Yes. The work was carried out by Carla Ribeiro. We were working with the idea that the presence of Langerin prevented transmission, but we had no evidence of the mechanism. When Carla joined our group, she had some ideas about looking at the role of autophagy, the process by which cells break down unwanted cellular components. This is easy to measure and we found that when autophagy was interrupted, transmission took place, just as in DCs. Carla subsequently looked for the link between Langerin and autophagy and found that a protein called TRIM5α was necessary for autophagy. The funny thing was that everyone was sure that human TRIM5α didn’t play a role in HIV infection. However, it turned out they were all looking at the wrong type of cells, because when Carla studied LCs, she found that Trim5α acted as a restriction factor and was very effective at blocking HIV infection.

How does Trim5α work?
Trim5α plays a role in initiating assembly of the structure required for autophagy and the formation of autophagosomes that remove and break down HIV. In Langerhans cells, Trim5α is attached to Langerin. We also looked at a virus that didn’t bind to Langerin, and found that in this case Trim5α doesn’t do anything. Similarly, if we use a mutated form of Langerin, Trim5α also remains inactive and the virus can enter and infect the cell. Even more importantly, we found that Trim5α also causes autophagy of Birbeck granules containing HIV particles inside the cell that are waiting to infect a CD4 cell. So, overall, Trim5α makes the whole Langerhans cell far more efficient in breaking down organelles that contain HIV. It really is very effective.

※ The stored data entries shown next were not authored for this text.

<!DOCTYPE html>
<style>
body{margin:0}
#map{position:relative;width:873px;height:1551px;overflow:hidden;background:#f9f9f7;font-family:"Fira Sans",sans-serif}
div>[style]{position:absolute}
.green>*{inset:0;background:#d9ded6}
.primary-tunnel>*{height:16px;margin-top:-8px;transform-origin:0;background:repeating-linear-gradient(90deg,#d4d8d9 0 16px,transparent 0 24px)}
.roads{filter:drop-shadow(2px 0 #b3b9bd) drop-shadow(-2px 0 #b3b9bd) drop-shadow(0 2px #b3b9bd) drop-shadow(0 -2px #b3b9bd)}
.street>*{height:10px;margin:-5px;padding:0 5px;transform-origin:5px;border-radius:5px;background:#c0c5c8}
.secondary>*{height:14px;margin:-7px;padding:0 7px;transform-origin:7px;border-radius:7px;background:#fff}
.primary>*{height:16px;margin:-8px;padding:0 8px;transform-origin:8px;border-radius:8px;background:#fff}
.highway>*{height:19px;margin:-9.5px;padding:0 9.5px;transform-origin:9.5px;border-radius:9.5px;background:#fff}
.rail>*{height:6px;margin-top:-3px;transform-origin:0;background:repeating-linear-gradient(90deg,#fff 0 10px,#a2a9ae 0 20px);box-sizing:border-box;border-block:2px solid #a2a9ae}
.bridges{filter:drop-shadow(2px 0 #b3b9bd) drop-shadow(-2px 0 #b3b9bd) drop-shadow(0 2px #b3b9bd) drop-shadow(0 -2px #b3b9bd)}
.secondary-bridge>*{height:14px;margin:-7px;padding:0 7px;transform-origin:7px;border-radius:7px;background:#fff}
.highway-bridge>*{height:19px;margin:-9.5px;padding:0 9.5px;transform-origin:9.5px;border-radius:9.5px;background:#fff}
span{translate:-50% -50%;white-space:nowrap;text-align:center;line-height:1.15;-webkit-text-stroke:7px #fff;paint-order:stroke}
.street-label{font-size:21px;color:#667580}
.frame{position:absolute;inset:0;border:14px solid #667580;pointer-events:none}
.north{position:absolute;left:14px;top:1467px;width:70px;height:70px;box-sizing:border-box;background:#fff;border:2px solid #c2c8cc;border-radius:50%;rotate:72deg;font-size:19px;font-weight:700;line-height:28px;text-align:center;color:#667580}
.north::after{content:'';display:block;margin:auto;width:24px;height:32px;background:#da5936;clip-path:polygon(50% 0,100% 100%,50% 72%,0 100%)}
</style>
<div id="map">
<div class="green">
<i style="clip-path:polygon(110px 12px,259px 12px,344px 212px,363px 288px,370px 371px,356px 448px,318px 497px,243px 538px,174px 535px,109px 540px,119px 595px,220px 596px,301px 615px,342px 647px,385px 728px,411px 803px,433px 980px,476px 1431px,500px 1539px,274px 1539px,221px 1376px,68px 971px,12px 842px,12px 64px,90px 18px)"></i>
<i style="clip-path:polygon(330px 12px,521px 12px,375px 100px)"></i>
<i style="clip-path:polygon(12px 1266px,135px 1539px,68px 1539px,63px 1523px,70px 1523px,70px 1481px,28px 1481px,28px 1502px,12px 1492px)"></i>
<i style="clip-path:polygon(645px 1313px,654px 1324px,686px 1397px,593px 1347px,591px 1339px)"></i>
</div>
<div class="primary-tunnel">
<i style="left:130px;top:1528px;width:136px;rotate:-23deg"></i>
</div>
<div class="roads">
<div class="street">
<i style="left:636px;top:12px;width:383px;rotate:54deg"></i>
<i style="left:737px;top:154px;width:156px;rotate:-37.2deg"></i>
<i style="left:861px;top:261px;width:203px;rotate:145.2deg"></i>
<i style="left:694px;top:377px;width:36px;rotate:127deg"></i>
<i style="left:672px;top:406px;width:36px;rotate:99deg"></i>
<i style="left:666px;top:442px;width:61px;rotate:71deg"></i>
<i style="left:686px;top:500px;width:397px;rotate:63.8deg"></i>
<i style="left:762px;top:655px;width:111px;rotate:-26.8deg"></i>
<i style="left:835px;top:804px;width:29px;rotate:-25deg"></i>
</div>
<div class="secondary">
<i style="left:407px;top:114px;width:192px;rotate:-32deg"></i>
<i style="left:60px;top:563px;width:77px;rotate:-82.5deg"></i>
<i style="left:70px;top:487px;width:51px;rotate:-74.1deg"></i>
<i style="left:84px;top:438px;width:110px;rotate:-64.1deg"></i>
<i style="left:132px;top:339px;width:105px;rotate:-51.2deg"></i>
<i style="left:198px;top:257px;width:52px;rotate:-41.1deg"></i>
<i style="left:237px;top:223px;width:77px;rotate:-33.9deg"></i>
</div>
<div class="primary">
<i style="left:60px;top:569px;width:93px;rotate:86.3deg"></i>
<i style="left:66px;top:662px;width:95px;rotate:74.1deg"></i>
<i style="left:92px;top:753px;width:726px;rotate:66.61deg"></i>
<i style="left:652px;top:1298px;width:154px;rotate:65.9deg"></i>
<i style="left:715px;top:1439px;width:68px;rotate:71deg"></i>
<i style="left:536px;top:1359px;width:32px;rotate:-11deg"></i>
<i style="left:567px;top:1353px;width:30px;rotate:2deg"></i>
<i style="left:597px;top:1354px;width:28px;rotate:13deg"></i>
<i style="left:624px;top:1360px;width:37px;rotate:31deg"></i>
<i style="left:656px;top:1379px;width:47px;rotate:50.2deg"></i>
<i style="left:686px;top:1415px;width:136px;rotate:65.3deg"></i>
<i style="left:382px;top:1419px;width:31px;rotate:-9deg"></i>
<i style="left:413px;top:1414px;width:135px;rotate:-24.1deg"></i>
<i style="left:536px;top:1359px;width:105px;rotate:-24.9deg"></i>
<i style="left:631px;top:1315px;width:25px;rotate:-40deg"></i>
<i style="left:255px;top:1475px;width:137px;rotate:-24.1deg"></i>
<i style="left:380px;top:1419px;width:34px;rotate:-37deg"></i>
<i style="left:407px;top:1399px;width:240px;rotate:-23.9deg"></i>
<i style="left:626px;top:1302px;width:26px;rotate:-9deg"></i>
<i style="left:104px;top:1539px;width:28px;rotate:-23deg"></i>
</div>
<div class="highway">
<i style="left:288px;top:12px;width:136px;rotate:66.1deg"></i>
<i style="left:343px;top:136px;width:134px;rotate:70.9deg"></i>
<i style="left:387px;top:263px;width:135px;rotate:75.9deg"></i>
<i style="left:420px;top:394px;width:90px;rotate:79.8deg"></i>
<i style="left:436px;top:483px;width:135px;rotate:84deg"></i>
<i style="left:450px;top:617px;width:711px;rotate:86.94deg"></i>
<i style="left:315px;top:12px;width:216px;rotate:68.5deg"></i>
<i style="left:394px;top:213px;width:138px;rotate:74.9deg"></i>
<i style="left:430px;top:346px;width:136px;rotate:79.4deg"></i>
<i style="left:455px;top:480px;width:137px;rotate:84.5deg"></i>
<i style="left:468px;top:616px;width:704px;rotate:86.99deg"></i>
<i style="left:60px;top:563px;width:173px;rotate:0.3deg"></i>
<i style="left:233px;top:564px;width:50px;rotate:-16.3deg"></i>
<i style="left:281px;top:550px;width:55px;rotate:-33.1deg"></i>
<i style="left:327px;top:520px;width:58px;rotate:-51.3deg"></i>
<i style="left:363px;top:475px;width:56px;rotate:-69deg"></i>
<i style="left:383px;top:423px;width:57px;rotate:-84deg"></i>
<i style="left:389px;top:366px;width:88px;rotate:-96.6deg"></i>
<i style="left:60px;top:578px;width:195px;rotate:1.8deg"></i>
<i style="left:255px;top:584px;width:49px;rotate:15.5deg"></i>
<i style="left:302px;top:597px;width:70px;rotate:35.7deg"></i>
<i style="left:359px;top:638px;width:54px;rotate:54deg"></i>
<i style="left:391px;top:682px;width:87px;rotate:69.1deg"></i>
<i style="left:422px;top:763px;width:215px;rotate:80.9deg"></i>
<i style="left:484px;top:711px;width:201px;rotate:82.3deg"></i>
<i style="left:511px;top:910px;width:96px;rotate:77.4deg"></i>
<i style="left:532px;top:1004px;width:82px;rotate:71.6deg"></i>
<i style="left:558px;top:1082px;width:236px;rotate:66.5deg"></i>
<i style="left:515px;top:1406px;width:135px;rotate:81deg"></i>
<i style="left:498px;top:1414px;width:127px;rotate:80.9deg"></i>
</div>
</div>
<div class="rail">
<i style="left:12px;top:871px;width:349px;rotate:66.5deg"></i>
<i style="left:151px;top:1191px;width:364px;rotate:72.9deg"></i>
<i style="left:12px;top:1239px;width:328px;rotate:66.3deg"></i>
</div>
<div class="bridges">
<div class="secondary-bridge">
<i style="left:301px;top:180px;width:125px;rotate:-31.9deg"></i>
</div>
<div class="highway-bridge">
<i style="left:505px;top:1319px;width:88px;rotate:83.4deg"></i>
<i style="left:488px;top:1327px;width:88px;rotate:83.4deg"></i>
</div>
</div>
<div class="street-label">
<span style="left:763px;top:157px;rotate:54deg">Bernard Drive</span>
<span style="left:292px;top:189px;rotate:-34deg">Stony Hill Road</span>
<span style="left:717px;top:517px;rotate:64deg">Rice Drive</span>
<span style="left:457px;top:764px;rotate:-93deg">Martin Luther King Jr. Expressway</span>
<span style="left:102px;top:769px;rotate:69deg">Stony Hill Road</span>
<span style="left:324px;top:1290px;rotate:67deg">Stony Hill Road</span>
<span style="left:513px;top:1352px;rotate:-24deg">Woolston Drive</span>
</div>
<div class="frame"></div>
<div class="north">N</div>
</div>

What are your plans for the future?
Carla is very interested in investigating whether we can stabilise Trim5α in DCs. We have found that, in dendritic cells, DC-SIGN also binds Trim5α. However the moment HIV binds to DC-SIGN, Trim5α is released. So, when HIV binds Langerin, Trim5α is activated, but when HIV binds DC-SIGN, Trim5α is deactivated. Therefore, if you can prevent Trim5α from detaching from DCs, it might be possible to make DCs block HIV infection rather than promote it. Secondly, Trim5α also exists in T-cells, but it seems to have a different function. We therefore also want to find out how Trim5α works in T-cells and possibly modulate its activity in T-cells as well. Finally, Carla has shown that autophagy has an antiviral activity. The next question is whether we can amplify autophagy in certain cells and stimulate degradation of HIV. This could be a good therapeutic target, because autophagy activators or inhibitors are already being used as treatments in other fields, so it should be easy to develop them further for HIV.

We are also trying to take a more translational approach to our work. It’s very encouraging to see how our fundamental research (for example with DC-SIGN) can contribute to a better understanding of a disease or the development of a treatment.

Where do you think we’ll be in 10 years’ time?
Perhaps we’ll have a treatment to stop transmission. In terms of chronic infection, it may be useful to be able to activate autophagy at a very early stage, thereby keeping the viral load low and preventing reservoir formation. Ultimately this might help towards finding a cure or at least help to strongly limit virus replication and thereby prevent co-morbidities or adverse effects of chronic infection.